Directions for this task - Across all the records, filter for lines with the word "bubble" and copy them.

Recorded data -

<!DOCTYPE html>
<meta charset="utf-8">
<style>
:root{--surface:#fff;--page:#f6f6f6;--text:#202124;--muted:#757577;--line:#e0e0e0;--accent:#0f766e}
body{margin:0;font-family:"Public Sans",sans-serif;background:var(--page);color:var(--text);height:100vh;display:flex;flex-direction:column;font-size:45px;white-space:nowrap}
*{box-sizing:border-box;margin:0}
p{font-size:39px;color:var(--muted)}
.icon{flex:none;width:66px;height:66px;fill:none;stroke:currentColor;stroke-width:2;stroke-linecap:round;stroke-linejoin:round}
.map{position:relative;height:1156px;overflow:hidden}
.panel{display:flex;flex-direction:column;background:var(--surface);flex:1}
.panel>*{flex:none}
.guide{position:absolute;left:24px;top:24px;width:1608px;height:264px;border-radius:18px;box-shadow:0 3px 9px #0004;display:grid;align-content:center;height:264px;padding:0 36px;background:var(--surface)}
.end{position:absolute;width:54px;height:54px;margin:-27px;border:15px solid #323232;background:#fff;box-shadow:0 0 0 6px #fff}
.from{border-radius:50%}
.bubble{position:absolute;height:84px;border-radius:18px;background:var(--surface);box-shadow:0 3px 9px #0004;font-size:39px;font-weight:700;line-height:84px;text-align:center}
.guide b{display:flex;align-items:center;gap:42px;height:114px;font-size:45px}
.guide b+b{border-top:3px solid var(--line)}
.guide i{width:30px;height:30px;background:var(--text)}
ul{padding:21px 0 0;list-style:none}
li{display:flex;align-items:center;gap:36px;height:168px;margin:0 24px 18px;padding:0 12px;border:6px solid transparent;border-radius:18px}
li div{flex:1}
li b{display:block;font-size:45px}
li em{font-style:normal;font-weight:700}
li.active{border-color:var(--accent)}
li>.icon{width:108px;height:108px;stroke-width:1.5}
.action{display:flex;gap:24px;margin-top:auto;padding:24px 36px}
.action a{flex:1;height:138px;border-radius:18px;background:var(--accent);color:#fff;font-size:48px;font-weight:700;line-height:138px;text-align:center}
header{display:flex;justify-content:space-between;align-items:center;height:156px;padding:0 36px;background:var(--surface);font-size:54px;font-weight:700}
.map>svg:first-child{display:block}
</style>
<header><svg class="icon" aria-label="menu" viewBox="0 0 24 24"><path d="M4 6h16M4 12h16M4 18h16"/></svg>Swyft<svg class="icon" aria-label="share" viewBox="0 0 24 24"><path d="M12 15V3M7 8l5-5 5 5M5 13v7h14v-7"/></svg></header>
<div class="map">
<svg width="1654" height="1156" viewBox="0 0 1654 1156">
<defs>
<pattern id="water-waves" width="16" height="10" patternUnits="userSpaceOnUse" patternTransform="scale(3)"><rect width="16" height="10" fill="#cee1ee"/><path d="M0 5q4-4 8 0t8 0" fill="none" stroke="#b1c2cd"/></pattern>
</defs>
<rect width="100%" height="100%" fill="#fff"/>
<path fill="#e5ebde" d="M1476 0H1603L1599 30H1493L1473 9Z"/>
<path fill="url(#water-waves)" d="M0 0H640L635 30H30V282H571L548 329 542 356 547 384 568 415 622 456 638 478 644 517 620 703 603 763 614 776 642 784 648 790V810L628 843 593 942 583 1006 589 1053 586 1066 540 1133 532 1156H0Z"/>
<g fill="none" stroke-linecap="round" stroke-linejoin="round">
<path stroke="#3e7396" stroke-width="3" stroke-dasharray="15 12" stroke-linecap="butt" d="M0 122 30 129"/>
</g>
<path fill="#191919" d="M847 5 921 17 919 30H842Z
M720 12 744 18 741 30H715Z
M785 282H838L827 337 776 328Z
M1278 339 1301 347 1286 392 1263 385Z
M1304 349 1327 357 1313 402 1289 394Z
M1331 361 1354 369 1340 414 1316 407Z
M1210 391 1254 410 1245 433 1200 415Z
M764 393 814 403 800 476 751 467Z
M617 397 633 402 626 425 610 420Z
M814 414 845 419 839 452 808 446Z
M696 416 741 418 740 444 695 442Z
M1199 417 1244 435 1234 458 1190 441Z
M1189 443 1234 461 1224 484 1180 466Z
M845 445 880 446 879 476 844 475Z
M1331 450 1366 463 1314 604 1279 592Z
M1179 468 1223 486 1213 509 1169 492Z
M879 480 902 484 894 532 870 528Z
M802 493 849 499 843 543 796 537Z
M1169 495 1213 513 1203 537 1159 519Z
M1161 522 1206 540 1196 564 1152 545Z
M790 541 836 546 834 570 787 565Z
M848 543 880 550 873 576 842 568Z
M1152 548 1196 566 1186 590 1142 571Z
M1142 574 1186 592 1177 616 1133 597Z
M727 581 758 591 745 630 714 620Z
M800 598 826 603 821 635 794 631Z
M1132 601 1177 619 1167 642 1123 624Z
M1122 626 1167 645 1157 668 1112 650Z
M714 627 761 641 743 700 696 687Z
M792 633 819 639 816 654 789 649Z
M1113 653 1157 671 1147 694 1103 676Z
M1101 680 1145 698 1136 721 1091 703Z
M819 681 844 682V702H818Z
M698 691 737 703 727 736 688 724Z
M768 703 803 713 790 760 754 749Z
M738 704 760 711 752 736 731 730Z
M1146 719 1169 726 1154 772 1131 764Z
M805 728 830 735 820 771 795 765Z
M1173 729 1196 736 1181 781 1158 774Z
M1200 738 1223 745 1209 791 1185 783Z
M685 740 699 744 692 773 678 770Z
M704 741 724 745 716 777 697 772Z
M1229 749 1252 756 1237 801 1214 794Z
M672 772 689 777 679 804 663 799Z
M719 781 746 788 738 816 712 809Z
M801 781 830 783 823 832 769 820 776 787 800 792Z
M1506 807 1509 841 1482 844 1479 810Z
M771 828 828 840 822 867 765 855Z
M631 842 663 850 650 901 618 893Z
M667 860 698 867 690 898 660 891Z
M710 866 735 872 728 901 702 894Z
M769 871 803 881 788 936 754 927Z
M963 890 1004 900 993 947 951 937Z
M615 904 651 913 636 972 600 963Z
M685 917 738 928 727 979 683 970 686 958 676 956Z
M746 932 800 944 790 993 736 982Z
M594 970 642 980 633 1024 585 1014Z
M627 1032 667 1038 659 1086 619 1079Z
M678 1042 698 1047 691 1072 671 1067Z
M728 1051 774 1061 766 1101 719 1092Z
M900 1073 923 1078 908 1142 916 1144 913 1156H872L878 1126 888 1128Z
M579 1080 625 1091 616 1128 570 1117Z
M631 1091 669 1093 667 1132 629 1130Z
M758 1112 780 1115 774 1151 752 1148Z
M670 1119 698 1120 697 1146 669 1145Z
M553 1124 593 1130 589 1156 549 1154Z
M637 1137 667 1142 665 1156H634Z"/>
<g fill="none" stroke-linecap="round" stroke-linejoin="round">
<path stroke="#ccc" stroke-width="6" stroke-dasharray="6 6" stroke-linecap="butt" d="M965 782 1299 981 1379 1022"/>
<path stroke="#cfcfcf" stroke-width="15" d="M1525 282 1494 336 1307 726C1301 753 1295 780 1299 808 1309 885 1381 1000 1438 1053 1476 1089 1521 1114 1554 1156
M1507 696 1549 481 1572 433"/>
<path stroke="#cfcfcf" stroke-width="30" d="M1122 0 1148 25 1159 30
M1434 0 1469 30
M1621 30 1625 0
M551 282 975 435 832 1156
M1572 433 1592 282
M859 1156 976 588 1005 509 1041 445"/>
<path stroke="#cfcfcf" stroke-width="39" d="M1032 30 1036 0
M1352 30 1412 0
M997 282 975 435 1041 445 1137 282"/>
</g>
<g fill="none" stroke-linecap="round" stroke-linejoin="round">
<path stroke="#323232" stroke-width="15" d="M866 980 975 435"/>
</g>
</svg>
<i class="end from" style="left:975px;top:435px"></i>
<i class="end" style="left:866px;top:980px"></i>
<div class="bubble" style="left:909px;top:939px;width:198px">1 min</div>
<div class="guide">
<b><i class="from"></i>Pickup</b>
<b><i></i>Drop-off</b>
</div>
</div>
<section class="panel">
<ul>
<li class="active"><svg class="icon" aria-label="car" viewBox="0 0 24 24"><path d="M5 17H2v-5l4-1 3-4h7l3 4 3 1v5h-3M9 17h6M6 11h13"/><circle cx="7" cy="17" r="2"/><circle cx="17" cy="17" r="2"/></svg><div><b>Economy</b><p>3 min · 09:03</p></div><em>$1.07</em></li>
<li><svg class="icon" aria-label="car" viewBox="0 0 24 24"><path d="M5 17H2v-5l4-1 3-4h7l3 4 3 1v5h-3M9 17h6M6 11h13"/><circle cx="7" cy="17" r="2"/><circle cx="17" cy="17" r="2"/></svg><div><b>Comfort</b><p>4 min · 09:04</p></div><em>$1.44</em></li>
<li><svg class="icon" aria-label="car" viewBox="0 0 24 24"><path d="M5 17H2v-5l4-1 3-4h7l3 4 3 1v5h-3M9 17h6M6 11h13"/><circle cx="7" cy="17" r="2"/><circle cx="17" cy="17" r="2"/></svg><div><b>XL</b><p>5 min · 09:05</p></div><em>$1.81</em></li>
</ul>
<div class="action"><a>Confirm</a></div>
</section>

Solution for this task -
.bubble{position:absolute;height:84px;border-radius:18px;background:var(--surface);box-shadow:0 3px 9px #0004;font-size:39px;font-weight:700;line-height:84px;text-align:center}
<div class="bubble" style="left:909px;top:939px;width:198px">1 min</div>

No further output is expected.